# Goal of the exercise:
Return each line of the listing that follows in which the string "data" can be found.
---------- The records ----------
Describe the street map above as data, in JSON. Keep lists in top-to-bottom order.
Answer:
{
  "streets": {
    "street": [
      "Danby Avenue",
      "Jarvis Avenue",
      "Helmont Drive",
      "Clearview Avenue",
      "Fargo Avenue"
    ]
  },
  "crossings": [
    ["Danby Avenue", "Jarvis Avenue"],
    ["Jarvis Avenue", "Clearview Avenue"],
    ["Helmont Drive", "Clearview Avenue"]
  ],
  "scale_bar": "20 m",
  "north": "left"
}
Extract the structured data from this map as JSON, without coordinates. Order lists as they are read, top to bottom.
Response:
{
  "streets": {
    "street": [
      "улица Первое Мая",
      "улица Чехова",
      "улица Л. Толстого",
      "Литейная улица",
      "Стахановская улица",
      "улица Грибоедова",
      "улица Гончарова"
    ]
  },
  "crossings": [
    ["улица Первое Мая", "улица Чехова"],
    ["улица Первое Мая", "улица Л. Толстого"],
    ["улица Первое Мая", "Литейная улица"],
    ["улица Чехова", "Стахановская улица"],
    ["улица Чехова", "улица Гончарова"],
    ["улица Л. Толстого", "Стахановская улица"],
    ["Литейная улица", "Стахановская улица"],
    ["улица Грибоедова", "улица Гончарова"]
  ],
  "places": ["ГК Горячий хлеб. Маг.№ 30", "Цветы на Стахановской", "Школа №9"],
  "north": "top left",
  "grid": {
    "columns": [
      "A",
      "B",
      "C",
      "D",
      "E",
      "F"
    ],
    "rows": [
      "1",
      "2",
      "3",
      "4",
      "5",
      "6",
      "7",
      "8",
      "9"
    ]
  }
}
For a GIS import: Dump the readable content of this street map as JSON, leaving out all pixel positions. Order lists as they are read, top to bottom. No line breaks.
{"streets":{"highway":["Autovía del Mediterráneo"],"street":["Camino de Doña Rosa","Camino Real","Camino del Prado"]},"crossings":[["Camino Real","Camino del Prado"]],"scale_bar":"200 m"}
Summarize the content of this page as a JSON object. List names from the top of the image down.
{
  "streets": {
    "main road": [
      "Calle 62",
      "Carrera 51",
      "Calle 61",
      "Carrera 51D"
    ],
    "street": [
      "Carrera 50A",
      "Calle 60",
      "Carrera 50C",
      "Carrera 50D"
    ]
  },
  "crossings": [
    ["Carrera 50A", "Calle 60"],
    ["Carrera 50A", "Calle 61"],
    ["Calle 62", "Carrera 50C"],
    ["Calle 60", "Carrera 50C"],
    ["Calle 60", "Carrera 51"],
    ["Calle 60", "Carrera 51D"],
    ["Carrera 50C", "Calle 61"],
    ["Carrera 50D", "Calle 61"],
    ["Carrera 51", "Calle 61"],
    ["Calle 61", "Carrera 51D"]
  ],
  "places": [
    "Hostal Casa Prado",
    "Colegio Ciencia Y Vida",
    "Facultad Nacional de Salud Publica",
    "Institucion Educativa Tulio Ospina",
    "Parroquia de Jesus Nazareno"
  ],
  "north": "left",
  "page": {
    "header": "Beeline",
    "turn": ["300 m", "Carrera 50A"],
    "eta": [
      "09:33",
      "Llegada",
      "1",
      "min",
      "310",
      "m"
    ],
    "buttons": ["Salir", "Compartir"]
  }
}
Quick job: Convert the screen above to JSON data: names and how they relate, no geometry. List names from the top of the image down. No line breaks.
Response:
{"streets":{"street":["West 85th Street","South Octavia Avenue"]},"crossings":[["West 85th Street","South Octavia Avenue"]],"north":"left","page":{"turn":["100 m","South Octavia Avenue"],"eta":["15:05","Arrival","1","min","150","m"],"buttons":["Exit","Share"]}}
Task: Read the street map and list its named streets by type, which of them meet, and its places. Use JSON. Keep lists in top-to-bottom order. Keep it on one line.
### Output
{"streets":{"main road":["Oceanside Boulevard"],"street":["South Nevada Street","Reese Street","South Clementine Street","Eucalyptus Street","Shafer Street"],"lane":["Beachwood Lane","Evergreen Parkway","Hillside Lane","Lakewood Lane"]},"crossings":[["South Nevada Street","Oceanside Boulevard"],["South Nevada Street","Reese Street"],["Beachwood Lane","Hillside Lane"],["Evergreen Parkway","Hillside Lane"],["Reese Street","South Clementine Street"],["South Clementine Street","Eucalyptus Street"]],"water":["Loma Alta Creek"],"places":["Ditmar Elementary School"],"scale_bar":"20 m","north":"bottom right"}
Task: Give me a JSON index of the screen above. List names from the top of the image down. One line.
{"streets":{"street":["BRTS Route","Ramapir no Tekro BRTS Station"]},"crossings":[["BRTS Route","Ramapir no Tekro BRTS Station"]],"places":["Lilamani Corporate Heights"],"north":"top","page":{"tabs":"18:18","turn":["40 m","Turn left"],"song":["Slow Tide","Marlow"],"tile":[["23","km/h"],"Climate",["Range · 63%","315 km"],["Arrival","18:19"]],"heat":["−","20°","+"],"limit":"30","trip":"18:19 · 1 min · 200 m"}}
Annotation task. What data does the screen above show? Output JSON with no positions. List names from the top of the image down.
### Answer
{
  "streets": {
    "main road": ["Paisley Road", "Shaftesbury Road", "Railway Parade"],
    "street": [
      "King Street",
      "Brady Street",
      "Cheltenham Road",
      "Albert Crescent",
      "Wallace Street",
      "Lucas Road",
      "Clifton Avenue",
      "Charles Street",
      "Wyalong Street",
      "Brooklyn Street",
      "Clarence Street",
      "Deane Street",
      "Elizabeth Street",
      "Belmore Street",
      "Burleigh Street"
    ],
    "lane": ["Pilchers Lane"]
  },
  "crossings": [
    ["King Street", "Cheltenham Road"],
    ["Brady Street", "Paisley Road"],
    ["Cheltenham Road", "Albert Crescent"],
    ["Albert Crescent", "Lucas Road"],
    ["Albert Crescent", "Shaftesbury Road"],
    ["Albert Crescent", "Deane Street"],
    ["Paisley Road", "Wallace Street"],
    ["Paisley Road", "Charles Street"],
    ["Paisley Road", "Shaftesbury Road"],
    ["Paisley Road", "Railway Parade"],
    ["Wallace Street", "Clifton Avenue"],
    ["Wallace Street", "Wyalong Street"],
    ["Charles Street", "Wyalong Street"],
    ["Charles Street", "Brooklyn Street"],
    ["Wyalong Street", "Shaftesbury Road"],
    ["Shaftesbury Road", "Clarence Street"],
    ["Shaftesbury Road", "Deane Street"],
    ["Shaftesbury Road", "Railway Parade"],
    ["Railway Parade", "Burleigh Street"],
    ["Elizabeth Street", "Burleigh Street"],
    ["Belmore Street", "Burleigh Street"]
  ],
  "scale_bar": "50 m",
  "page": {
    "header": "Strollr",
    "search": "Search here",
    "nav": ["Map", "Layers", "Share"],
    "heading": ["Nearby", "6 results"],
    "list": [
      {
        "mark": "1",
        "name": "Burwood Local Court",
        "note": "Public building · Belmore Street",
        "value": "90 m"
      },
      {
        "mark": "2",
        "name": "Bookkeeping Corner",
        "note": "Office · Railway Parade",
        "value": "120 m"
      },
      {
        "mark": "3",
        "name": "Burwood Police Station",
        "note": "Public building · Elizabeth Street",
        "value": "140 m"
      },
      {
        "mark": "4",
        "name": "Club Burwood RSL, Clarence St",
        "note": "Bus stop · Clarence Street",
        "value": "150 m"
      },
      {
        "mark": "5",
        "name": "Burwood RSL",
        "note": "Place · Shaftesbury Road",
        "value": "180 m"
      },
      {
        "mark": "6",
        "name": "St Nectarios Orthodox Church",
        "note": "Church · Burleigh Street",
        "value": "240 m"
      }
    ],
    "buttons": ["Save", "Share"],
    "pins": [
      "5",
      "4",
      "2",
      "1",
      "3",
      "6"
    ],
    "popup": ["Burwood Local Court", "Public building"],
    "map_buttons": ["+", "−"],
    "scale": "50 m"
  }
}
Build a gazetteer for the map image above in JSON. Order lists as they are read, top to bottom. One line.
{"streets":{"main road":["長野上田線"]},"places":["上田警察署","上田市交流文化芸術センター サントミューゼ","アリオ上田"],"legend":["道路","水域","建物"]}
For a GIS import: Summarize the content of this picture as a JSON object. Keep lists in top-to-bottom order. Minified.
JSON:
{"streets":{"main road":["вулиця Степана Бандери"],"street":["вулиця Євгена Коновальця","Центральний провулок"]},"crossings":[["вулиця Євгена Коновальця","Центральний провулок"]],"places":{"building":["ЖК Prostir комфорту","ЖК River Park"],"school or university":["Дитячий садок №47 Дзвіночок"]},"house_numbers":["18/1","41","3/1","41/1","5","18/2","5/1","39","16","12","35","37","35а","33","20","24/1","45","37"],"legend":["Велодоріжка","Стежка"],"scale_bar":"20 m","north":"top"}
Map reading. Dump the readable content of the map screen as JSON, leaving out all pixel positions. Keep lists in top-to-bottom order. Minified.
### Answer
----------
# Task result:
Describe the street map above as data, in JSON. Keep lists in top-to-bottom order.
Extract the structured data from this map as JSON, without coordinates. Order lists as they are read, top to bottom.
Quick job: Convert the screen above to JSON data: names and how they relate, no geometry. List names from the top of the image down. No line breaks.
Annotation task. What data does the screen above show? Output JSON with no positions. List names from the top of the image down.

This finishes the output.